When Mike died, our little extended family felt it deeply. It rocked us all to the core, and the loss still reverberates. Every single time I hear the name Bobby Orr, I think of Mike, and I grieve anew that we never got to get to know each other as adults. But, one thing that came out of his death was that we all got better at saying “I love you” to each other. Let’s be realistic here, our extended family and our family life was not all roses, puppies and unicorns. We dealt with our grandmother being killed, mental health issues, addiction, infidelity, major health issues, and lots of other really fun stuff. But even at our darkest moments, we told each other that we love each other, and we meant it, and mean it still.

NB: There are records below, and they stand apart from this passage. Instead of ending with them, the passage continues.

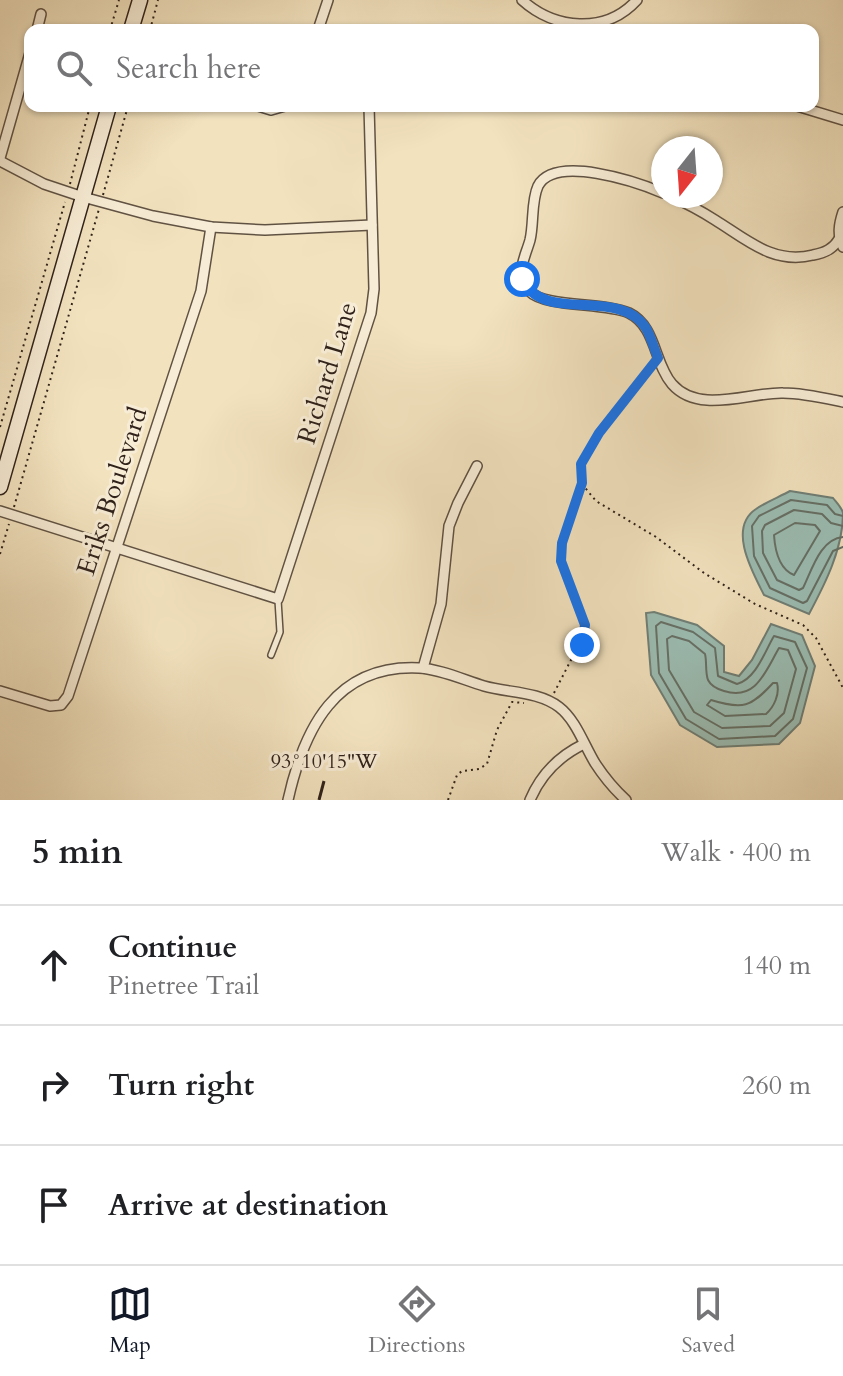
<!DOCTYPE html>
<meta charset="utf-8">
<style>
:root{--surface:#fff;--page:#f6f6f6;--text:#202124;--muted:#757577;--line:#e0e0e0;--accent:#111827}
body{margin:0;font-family:Cardo,serif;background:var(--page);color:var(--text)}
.compass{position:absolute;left:651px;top:136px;width:72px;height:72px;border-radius:50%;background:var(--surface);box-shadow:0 2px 6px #0004;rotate:197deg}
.stop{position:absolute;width:24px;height:24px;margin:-18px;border:6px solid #1a73e8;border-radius:50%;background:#fff}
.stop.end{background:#1a73e8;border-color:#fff;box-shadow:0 2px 8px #0008}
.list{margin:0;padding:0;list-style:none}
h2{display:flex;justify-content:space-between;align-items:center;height:104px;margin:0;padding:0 32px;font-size:34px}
h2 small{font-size:26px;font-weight:400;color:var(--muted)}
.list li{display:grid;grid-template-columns:52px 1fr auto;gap:24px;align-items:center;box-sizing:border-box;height:120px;padding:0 32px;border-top:2px solid var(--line)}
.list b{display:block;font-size:30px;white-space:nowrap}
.list p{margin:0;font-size:26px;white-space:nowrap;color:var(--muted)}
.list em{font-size:26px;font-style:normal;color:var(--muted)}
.icon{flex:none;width:44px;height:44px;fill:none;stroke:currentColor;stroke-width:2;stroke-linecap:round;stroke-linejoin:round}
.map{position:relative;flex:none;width:843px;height:800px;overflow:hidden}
.search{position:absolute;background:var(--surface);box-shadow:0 2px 6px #0004;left:24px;right:24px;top:24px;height:88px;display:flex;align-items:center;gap:20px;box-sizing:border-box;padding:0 28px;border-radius:16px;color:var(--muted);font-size:30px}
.sheet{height:464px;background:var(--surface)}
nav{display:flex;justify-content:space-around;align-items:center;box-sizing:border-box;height:112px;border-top:2px solid var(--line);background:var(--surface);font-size:22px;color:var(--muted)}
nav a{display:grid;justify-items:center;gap:4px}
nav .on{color:var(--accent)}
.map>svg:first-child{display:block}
.water{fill:#9bbdb3;stroke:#707f76;stroke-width:2}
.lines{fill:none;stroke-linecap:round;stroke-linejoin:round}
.shore{stroke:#667066;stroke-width:2}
.service-casing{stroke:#605243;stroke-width:8}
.minor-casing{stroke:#605243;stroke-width:12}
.secondary-casing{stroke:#30221a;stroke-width:17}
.path{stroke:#30221a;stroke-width:2;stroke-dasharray:2 4;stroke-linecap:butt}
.service{stroke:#f7ecd5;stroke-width:5}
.minor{stroke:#f7ecd5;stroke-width:9}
.secondary{stroke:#f7ecd5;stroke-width:14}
.route{stroke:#1a73e8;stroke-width:10}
.ticks{fill:none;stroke:#30221a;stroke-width:3}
.labels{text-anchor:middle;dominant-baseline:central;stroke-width:6;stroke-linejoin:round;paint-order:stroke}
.street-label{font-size:26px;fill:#30221a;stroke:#f7ecd5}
.ticks-label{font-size:20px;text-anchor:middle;fill:#30221a;stroke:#f7ecd5;stroke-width:6;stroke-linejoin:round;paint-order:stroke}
</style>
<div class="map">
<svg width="843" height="800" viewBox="0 0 843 800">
<rect width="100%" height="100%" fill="#f2e2be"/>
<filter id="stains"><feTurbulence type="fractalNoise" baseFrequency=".0025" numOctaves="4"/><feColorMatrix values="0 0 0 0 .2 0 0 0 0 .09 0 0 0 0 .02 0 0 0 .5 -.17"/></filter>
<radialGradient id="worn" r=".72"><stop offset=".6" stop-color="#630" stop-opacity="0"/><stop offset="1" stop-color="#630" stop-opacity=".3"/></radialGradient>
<g class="water">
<path d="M 790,491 L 833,498 C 836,502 842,508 843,513 C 843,549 825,584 809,614 L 764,595 C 753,573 727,528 756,509 C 766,502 779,497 790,491 Z"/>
<polygon points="654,612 697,625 724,646 724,672 739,676 752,660 771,624 802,635 815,666 800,723 779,744 717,747 680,725 651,675 646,613"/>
</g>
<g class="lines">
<g class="shore">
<polyline points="843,516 835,514 827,505 791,500 759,516 752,526 754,556 770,588 803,603 807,601 833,551 843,547"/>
<path d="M 795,523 L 815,525 L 820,531 L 794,575 C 779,569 775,550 774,535 Z"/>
<path d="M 843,526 L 831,523 L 822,514 L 794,510 L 765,525 L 762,531 L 763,553 L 777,580 L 799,590 L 803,588 C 812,570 820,539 843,537"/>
<path d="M 661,622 L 693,632 L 715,648 L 718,676 L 737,684 C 756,679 765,651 774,636 L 795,642 L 807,668 L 793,719 L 775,736 L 719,739 L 686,719 L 659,673 L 656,626 Z"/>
<path d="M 672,636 L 689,641 L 705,654 C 707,662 705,672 708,680 C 711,686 717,689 724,691 C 756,701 765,672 779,648 L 788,650 L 796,669 L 784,713 L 770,726 L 722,728 L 694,712 L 669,670 L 667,639 Z"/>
<path d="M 773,683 L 777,683 C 780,694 774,707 766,714 L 725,716 L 707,705 L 711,700 C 743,710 751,707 773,683 Z"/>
</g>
<defs>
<polyline id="service" points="271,655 280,632 278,600"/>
<g id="minor">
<path d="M 522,0 C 554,29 605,35 637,0"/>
<polyline points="37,30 41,14"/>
<polyline points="318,30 328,0"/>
<polyline points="258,106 271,110 285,106"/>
<polyline points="797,106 843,120"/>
<polyline points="0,158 30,53"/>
<polyline points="0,161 44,184 83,197 153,216 211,227 265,230 372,225"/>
<path d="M 663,193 C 637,182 555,154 538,186 C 531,201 534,224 530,240 C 525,258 514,275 529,291 C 545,308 604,302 629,313 C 656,326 654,363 672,384 C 699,415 749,392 783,393 C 803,393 824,398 843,402"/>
<path d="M 670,196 C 686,203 701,211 715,220 C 746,239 773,265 813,255 C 825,253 833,249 839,239"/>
<path d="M 843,212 C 839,224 837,235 843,247"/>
<polyline points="0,511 278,599 371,313 374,289 369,106"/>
<polyline points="423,668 441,604 449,526 458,503 477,466"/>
<polyline points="0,691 50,706 61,705 68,696 201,291 211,227"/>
<path d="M 288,800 C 304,728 336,664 419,668 C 440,669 464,680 484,686 C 508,693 538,691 559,707 C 576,720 584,745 595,763 C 604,777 614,789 626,800"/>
<path d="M 530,800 C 541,774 559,756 584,744"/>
</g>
<g id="secondary">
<polyline points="131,30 140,0"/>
<polyline points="0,487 109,106"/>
</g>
</defs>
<use href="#service" class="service-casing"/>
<use href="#minor" class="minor-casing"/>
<use href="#secondary" class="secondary-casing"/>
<g class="path">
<polyline points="110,30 119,0"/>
<polyline points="150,30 158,0"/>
<polyline points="70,184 90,106"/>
<polyline points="103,195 128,106"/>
<polyline points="0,427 65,202"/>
<polyline points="582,484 596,501 656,537 704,573 755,604 803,625 816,638 843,688"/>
<polyline points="14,507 99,209"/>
<polyline points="0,554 9,524"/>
<polyline points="554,693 572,658 582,645 585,635 578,603 561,561 562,543 582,481 581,464 599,433 651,367"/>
<polyline points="448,800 457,775 462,771 479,769 487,764 497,730 512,702 524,703"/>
</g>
<use href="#service" class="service"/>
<use href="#minor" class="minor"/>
<use href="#secondary" class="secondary"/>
</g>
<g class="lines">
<path class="route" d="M 522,279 C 544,325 619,286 646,328 C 651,337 654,348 658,358 L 599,433 L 581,464 L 582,483 L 562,543 L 561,561 L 585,625 L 582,645"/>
</g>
<path class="ticks" d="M 319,800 L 324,781"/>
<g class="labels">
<g class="street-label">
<text transform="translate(327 373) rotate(-73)">Richard Lane</text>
<text transform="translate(112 491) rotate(-72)">Eriks Boulevard</text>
</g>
</g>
<g class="ticks-label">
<text x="324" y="768">93°10'15"W</text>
</g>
<rect width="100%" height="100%" filter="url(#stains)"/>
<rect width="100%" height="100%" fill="url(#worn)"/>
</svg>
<svg class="compass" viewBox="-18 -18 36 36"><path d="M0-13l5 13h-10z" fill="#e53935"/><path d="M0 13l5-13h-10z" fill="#757577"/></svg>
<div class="stop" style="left:522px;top:279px"></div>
<div class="stop end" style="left:582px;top:645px"></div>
<div class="search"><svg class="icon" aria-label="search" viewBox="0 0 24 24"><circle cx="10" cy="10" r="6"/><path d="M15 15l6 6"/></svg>Search here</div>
</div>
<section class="sheet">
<h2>5 min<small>Walk · 400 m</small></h2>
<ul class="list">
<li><svg class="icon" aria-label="ahead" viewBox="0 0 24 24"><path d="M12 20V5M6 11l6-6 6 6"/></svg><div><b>Continue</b><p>Pinetree Trail</p></div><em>140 m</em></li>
<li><svg class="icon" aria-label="right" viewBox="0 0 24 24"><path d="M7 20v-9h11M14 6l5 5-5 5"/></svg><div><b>Turn right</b></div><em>260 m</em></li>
<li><svg class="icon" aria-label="arrive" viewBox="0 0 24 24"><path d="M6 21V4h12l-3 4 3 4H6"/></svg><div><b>Arrive at destination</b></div></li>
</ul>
</section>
<nav>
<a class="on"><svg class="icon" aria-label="map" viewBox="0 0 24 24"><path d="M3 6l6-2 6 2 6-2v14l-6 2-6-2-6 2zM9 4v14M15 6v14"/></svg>Map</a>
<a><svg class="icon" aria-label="directions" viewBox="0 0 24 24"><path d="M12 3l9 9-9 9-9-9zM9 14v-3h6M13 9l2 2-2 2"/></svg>Directions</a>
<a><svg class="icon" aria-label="saved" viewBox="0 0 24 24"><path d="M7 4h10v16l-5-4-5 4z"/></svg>Saved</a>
</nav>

Loving someone is not always easy. Liking people can be pretty easy. Love is so much deeper than that. Love is caring how the person is, even when you want to smack them. Love is being willing to stay up all night holding someone’s hand, even when you think they have made the wrong decision. Love is being able to forgive.
As I’ve said so many times before, Sam was and is love. Sam cared how people were, and wanted people to feel love and acceptance, and feel valued. Over and over, people still come to us and say, “he didn’t judge me,” “he accepted me for who I am,” “he asked me to sit with him at lunch,” “he made eye-contact with me.” It didn’t matter to Sam if someone agreed with his political views or not, he still saw them as humans, as worthy of being loved. Sometimes he would actively pick an opposing view for a conversation, just to get the other person thinking, but it was never done with malice or hatred.
I think about that a lot right now. I keep saying “the world” is a chaotic and sad place right now, but what I am really saying is that I see our United States that way right now. The ugliness was always there below the surface, but now it is in full awful view, and it seems to be getting deeper and uglier by the second.
Having said that, I am not sure that I, or anyone else, is doing enough to combat that ugliness with light and love. It is too easy to retreat to the “that group is doing this,” or “THEY are doing that.” In our anger about the reality, are we shutting out others? Are we marginalizing people?
So I ask myself, what have I done today to make someone’s life better today? What have I done to actively combat hate? What have I done to look at situations and see what is there that is beautiful and good? Have I reached out to someone who is marginalized? Have I treated others the way I would want my own children to be treated? Have I upheld Sam’s reality and practice of how to treat others?
I’ve quoted Twiddle a lot over the last years, but I will once more. Their song White Light calls on people to “love relentlessly.” I absolutely love (sorry to overuse the word) that phrase. “Love relentlessly,” not “love when it is convenient,” or “love people like you,” or “love those who are in power or have money,” it says to do it RELENTLESSLY. Not once in a while. Not when it is convenient. Not when it is easy to do. Relentlessly.
As this day comes to an end, I ask myself, have I loved relentlessly today? I can say I did my best, not perfectly, but I will continue to do so with every ounce of my being. In my mind, it’s the right thing to do.